The original CARS in 2006 is one of Pixar’s weaker efforts. Its box office performance did not nearly match its merchandising sales, with an estimated $5 billion in sales. After merchandising challenges like WALL-E and UP, it’s no surprise that the studio cashed in on this unnecessary sequel.
The first film had the presence of Paul Newman and a small shred of emotional resonance with the potential collapse of small-town America. Those two pluses are missing in CARS 2‘s busy, globe-trotting sequel. Instead, we get an uninteresting spy story revolving around alternative energy sources. The numerous races in exotic locales add nothing to the story. And Mater the Tow Truck (voiced by Larry the Gable Guy) now stars as the weak central character. The humor lacks the wit of earlier Pixar efforts. And if the crowd of children at my screening is any indication, they didn’t find it particularly funny or enjoyable either. So what does a film music fan do as the colorful film spins out of control? Listen to Michael Giacchino‘s energetic score.

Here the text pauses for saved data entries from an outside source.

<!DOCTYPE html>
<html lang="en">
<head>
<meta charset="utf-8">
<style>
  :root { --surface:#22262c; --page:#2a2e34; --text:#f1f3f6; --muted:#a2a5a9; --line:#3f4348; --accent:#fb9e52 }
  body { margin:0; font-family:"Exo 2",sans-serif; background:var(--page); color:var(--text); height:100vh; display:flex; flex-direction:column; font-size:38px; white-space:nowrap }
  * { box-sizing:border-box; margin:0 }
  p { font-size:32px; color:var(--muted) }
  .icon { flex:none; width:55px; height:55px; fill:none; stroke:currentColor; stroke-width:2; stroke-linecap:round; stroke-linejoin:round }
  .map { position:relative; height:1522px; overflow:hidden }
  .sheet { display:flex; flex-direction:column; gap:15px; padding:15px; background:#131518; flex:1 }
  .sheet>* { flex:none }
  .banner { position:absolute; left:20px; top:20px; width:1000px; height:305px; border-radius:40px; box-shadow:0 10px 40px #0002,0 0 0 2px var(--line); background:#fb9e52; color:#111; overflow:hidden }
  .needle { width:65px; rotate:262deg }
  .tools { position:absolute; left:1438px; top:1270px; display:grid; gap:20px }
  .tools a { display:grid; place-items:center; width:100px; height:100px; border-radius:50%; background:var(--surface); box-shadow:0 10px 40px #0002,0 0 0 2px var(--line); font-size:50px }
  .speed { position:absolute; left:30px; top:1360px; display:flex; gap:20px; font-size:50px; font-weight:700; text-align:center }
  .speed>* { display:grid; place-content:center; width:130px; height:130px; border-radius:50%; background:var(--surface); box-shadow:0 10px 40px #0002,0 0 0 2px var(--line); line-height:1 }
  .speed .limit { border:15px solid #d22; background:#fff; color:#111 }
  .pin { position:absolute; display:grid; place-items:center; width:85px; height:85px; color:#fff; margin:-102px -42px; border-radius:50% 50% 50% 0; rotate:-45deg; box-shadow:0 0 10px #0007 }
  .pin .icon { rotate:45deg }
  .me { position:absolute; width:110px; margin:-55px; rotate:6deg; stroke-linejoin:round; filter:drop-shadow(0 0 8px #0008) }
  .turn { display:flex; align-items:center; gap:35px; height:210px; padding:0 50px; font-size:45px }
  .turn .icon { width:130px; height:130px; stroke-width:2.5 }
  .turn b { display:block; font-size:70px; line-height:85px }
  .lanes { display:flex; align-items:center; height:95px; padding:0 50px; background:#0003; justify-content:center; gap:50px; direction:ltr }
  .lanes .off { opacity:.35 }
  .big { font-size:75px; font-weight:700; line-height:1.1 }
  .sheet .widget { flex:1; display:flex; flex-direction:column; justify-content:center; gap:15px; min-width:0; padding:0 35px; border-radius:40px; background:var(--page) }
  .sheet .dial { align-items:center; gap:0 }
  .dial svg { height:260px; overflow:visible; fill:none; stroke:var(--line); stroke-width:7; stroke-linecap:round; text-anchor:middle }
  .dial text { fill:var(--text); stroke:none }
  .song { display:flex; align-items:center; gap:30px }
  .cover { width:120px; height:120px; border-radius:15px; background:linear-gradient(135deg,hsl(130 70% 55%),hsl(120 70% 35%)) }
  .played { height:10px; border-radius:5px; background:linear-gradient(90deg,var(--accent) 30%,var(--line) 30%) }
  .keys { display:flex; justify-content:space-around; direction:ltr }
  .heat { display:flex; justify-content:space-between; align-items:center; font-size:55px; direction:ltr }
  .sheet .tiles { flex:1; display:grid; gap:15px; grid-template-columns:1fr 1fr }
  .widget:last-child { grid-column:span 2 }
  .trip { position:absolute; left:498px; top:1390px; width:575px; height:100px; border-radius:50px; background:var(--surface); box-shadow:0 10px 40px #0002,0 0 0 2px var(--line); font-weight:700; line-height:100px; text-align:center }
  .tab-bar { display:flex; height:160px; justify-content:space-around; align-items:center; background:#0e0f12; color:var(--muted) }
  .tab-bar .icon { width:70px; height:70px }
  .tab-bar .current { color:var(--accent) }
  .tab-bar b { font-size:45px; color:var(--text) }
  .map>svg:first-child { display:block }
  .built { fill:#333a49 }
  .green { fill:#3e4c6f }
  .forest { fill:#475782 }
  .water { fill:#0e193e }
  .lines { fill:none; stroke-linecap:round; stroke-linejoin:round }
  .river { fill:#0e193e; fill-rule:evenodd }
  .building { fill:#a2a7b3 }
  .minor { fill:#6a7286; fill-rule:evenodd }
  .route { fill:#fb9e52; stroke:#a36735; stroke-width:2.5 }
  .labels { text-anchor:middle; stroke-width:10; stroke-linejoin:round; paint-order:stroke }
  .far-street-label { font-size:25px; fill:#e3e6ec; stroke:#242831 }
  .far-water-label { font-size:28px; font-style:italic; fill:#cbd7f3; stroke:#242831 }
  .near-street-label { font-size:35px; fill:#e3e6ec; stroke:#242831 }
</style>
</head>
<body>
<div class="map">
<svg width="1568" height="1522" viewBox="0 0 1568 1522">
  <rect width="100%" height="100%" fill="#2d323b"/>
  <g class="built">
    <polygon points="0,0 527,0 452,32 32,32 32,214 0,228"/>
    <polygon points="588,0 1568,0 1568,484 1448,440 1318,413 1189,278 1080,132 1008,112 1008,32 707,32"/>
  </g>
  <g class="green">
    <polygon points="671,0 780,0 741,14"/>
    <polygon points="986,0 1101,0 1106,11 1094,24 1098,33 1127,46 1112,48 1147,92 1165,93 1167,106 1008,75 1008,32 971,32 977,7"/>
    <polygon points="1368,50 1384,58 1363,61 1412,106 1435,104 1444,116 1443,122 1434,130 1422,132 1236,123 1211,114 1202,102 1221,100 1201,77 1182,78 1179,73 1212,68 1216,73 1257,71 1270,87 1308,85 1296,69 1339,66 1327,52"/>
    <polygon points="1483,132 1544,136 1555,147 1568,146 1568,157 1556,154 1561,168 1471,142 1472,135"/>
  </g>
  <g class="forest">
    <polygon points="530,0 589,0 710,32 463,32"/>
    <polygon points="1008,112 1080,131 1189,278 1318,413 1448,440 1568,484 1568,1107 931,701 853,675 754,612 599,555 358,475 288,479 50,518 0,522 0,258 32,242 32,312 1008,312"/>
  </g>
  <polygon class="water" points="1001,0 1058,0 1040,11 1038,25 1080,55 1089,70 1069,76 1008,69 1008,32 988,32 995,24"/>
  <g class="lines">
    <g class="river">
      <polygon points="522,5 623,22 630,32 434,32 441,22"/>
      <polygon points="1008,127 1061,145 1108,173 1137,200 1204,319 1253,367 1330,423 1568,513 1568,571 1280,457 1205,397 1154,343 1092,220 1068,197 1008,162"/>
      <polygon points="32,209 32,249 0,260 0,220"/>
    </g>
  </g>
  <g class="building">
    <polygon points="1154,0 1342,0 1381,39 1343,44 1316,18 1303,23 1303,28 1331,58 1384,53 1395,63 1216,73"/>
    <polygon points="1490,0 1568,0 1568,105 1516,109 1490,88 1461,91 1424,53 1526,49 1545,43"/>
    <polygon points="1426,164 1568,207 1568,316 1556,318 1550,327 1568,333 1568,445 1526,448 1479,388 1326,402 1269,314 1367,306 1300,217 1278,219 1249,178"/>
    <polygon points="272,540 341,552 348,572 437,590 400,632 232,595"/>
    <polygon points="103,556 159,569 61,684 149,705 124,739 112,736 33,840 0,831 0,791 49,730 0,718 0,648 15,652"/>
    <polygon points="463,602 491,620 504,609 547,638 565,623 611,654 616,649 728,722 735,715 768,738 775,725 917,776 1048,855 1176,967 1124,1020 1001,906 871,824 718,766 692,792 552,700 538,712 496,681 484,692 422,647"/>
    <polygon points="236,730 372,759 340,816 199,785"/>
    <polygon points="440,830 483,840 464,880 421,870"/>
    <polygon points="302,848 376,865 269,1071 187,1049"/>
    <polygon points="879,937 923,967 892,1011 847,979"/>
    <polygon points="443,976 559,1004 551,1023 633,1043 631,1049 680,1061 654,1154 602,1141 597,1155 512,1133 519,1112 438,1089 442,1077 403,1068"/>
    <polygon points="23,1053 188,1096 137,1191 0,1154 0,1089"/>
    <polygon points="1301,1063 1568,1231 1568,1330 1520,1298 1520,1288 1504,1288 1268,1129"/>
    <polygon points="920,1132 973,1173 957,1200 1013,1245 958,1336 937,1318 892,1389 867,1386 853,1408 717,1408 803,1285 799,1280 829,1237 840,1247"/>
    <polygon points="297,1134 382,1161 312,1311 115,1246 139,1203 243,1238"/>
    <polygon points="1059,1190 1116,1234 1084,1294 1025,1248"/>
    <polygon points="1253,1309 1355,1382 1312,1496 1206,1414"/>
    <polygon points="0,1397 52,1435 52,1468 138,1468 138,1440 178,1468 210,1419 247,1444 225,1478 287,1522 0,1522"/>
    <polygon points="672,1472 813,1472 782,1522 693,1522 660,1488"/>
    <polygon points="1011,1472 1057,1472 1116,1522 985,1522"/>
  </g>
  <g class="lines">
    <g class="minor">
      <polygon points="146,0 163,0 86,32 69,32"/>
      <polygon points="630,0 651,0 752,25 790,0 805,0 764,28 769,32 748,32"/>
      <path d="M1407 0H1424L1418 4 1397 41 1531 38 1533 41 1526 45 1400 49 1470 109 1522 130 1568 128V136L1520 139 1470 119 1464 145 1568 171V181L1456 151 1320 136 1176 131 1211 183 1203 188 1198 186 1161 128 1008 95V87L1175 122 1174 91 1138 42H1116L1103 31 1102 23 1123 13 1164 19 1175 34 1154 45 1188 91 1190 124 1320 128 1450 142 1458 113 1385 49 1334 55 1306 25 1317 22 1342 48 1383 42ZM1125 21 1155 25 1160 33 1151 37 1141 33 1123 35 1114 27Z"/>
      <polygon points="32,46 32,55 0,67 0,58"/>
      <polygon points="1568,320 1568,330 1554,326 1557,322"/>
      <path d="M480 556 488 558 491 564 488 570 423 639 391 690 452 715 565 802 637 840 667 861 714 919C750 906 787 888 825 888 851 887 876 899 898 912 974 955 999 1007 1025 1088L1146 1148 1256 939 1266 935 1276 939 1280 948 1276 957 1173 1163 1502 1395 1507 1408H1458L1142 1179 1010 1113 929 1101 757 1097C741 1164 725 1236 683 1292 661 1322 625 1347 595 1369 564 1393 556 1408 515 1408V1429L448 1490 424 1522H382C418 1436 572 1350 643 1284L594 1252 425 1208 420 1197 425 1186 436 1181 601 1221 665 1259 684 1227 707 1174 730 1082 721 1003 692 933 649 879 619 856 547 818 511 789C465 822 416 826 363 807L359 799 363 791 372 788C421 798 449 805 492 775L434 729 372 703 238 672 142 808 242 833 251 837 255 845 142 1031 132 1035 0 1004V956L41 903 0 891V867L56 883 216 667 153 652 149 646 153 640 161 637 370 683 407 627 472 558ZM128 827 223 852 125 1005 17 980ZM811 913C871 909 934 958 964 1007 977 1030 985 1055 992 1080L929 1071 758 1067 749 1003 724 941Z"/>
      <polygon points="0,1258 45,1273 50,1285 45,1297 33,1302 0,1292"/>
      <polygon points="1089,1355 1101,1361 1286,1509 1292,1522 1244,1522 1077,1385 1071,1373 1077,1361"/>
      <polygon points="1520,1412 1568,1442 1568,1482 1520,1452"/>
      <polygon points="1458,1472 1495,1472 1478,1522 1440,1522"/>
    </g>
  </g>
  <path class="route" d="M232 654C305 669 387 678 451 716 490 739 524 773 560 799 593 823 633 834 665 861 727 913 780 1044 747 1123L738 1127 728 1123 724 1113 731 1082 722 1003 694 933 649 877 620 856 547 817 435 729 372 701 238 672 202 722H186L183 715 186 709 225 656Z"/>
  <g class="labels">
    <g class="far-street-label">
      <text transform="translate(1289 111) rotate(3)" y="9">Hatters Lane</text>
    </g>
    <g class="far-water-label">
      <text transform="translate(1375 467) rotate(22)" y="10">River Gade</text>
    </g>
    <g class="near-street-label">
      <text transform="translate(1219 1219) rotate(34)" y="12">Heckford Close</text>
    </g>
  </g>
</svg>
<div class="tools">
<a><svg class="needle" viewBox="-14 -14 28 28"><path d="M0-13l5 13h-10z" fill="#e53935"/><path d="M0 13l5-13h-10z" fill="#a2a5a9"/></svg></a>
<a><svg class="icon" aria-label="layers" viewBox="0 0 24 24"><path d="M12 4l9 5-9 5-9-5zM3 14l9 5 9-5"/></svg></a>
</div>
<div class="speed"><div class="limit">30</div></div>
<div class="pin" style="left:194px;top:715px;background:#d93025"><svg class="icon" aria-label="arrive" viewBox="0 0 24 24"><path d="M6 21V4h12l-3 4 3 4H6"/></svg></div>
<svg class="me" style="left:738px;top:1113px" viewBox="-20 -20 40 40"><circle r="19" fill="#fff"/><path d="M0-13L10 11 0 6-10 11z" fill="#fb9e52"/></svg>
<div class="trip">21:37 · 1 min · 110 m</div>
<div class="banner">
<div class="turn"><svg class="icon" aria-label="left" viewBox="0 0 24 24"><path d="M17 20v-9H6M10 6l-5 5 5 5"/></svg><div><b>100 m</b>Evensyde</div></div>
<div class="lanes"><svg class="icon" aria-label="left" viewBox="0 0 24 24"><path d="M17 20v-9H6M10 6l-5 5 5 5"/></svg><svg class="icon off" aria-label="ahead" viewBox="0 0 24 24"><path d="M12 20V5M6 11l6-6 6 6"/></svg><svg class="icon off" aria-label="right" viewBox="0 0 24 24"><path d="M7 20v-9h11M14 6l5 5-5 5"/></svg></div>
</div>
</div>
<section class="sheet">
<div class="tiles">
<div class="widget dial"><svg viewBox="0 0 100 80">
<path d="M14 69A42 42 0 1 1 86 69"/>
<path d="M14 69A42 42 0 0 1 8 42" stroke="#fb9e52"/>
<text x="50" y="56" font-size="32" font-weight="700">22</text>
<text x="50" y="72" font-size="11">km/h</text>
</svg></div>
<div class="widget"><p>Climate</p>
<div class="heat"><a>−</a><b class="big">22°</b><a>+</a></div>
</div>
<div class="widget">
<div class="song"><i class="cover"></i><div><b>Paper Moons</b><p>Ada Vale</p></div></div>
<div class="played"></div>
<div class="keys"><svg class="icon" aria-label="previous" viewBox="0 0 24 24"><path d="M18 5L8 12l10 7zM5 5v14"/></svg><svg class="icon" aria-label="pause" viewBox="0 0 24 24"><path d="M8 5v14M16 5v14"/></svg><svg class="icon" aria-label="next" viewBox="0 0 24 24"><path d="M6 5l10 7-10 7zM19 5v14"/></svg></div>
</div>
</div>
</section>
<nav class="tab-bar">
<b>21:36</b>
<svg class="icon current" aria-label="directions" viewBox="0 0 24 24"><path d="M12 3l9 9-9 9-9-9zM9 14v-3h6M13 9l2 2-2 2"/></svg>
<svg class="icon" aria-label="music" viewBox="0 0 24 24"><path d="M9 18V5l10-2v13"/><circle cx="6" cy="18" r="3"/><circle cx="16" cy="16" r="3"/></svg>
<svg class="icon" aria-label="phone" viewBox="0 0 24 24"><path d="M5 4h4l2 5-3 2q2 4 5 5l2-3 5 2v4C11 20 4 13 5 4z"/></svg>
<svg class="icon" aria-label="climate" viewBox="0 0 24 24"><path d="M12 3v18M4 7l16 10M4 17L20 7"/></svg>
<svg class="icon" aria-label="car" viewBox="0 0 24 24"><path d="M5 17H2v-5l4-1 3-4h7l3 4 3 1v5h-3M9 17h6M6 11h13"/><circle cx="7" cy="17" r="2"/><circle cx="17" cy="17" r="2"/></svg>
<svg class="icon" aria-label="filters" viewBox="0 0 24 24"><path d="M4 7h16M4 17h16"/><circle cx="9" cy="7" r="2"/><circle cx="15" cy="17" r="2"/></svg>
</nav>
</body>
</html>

With a catchy 8-bar main theme, Giacchino infuses the spy elements of the story (which is most of the film) with an INCREDIBLES/James Bond-like energy. Utilizing a ’60s Hammond organ sound, period percussion riffs, and a raucous, surfing electric guitar, the music provides drama and excitement to the lackluster story elements onscreen. Giacchino uses simple, repeated melodic and rhythmic to create tension.
The down-home “shucks” of Randy Newman’s CARS thankfully only comes into play in Mater’s banjo theme and briefly at the end of the film when the action returns to Radiator Springs. Giacchino masters the Wide World of Sports sound with the majestic fanfares and inspirational harmonies of “Porto Corsa.”

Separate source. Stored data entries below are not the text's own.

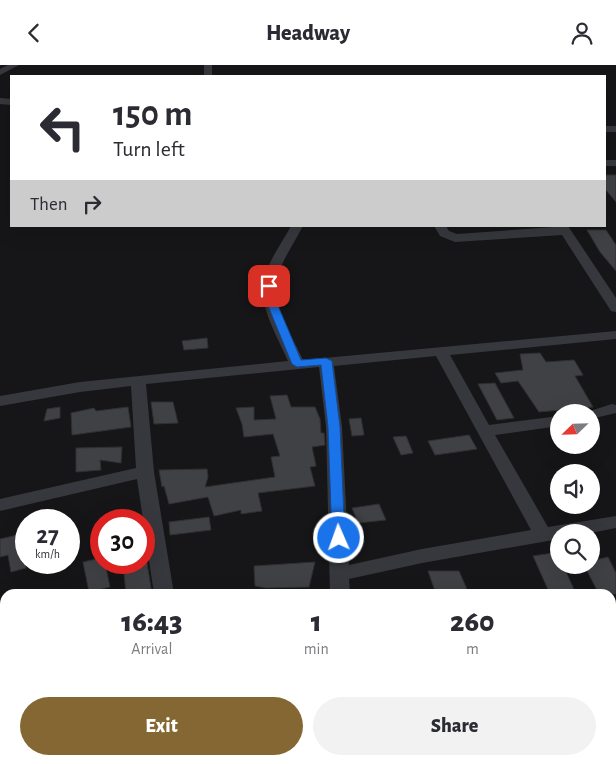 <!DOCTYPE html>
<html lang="en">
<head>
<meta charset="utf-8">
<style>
  body { margin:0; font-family:"Alegreya Sans",sans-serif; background:#f2f2f3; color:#2b2b33; height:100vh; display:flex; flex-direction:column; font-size:19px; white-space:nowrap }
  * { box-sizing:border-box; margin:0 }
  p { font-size:16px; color:#7c7c81 }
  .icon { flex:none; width:28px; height:28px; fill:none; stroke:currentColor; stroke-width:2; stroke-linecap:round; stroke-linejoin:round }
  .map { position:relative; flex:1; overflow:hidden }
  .panel { position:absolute; left:0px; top:524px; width:616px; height:176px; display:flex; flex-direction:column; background:#fff; border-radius:15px 15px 0 0; box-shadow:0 5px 20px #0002 }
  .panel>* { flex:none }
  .guide { position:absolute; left:10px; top:10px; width:596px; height:152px; border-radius:0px; box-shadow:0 5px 20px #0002; background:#fff; color:#2b2b33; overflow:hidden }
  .needle { width:32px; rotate:247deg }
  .buttons { position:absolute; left:550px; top:339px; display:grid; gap:10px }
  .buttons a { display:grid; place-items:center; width:50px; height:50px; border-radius:50%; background:#fff; box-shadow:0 5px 20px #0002; font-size:25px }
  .speed { position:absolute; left:15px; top:444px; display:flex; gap:10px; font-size:25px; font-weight:700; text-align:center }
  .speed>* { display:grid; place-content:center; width:65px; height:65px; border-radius:50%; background:#fff; box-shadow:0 5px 20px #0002; line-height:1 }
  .speed small { font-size:12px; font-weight:400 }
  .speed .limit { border:8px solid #d22; background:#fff; color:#111 }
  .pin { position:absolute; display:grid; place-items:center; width:42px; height:42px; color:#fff; margin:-21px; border-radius:10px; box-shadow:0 2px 8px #0006 }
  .me { position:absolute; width:55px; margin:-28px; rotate:358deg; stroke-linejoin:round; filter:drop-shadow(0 0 4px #0008) }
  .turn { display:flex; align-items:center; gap:18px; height:105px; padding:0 20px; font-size:22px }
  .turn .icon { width:65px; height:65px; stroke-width:2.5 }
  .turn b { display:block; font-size:35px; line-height:42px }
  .then { display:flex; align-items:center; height:48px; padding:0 20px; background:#0003; gap:10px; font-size:19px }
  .eta { display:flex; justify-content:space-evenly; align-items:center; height:85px; text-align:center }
  .eta b { font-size:30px; font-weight:800; line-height:35px }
  .cta { display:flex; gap:10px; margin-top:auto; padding:10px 20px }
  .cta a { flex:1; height:58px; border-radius:30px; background:#856733; color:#fff; font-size:20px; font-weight:800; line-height:58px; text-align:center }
  .cta a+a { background:#f2f2f3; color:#2b2b33 }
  header { display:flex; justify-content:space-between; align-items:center; height:65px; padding:0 20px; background:#fff; font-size:22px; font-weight:800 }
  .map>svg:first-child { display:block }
  .building { fill:#404145; stroke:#303034 }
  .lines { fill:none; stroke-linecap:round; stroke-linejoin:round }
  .minor { fill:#37383d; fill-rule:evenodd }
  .route { fill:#1a73e8; stroke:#114b97 }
</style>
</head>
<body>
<header><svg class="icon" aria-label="back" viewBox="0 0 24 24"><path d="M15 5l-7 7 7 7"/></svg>Headway<svg class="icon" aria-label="person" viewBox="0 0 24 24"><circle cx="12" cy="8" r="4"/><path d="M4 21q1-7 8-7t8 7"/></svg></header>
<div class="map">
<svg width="616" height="699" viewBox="0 0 616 699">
  <rect width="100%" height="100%" fill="#161618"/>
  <!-- building -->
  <g class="building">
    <path d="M605 110H616V137L605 124Z"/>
    <path d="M587 165H606L616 180V206L600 187Z"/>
    <path d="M207 273 208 283 184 285 182 276Z"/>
    <path d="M540 288 546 297 574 295 583 310 575 311 593 342 539 347 518 316 501 318 495 308 523 305 520 289Z"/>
    <path d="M495 318 514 353 497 355 478 319Z"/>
    <path d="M287 330 291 342H315L320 354 321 368H324L325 380 312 382 316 401 310 402 315 421 258 428 262 446 241 449V445L214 451 208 432 169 439 164 421 162 422 159 405 207 404 208 412 205 422 275 412 271 392 280 391 273 369 244 372 242 359 236 343 254 342V355L276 354 270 331Z"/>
    <path d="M151 337H173L178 358 154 359Z"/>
    <path d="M60 342V353L44 356 47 344Z"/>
    <path d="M128 342 131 362 72 370 71 348 94 343 96 346Z"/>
    <path d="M361 353 364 370 352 371 349 354Z"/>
    <path d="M469 370 477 384 435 390 428 376Z"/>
    <path d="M406 371 413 388 401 390 393 372Z"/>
    <path d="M122 382 121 398 100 395 101 405 76 407V383Z"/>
    <path d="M379 439 386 455 358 458 352 443Z"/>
    <path d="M209 452 211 465 170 470 169 457Z"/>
    <path d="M26 468V503L11 507 8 490 0 492V474Z"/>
    <path d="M559 487V500H563L576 529H550L533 491Z"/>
    <path d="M608 492 616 508V529H599L584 500H591V496Z"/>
    <path d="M101 493V498H105L110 522 89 527 83 497Z"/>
    <path d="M315 497 309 522 266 523 255 521 254 501Z"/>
    <path d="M123 498H147L152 529H126Z"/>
    <path d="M428 506H459L469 529H436Z"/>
  </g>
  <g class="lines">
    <!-- minor -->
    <g class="minor">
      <path d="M8 0H19L0 10V4Z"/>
      <rect x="204" y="0" width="8" height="11"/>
      <path d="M0 33 11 34V40L0 39Z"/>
      <rect x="605" y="61" width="11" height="6"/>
      <rect x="605" y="95" width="11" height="6"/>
      <path d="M291 161H303C294 179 277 201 276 222 275 246 293 273 303 295L616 266V274L450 290 489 360 559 351V361L495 370 548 462 616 451V463L591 468H559V474L422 498 349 514 350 529H330L326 362 319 302 146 319 154 407 174 529H154L137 414 0 446V434L136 403 131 321 80 327 0 341V331L80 317 288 296C279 275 258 240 263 216 268 197 281 179 291 161ZM436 291 531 465 422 484 349 500 342 362 334 301Z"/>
      <path d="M434 161H446L449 166 457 169 568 161 616 233V247L611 246 562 170 455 177 440 171Z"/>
      <path d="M612 339 616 340V348L591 354V348H584Z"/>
      <rect x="611" y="579" width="5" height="16"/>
      <rect x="0" y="633" width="5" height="18"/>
      <path d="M127 695H151L149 699H125Z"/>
      <rect x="330" y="695" width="24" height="4"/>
    </g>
  </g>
  <!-- route -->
  <path class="route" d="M269 218 274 221 276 236 301 295 326 293 332 296 340 362 345 473 343 476H334L332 473 328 362 321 300 297 302 292 299 266 236 264 221Z"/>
</svg>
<div class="buttons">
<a><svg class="needle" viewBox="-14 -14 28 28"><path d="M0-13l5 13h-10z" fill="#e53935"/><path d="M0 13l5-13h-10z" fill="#7c7c81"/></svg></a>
<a><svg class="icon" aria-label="sound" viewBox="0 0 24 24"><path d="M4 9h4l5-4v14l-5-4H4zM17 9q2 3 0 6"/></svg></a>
<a><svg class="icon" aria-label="search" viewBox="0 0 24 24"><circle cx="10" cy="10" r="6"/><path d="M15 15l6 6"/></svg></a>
</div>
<div class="speed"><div>27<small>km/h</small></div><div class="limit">30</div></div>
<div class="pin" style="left:269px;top:221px;background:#d93025"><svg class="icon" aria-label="arrive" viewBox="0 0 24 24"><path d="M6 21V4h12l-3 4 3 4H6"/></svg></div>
<svg class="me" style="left:339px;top:473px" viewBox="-20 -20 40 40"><circle r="17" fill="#1a73e8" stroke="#fff" stroke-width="3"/><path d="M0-11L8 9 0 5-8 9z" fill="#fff"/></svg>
<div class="guide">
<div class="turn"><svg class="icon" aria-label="left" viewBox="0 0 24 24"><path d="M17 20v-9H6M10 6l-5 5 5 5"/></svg><div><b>150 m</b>Turn left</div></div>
<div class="then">Then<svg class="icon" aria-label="right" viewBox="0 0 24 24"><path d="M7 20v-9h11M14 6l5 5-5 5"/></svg></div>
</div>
<section class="panel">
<div class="eta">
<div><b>16:43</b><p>Arrival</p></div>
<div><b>1</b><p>min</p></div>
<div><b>260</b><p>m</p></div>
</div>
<div class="cta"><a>Exit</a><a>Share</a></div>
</section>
</div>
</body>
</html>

In a film where racing and international intrigue are central to the story, Giacchino’s score rarely rests for a pit stop. He injects what heart and emotion he can, but the film doesn’t give him many opportunities. He wisely stays away from creating Japanese, Italian, and British flavors to the score. Instead, the spy music gives the score a retro energy and feel reminiscent of Nelson Riddle’s excellent work on the 1966 BATMAN. Disposable country ballads and pallid covers pad the rest of the album.
Much like the characters in the film, all the race “tracks” tend to blend into each other. But it doesn’t matter. Giacchino’s music is far more sophisticated, especially in its orchestrations, than the film deserves. The score is a lot of fun and certainly sustained my interest on and off the screen. The film may crash and burn, but Giacchino’s score hums along like a well-oiled machine.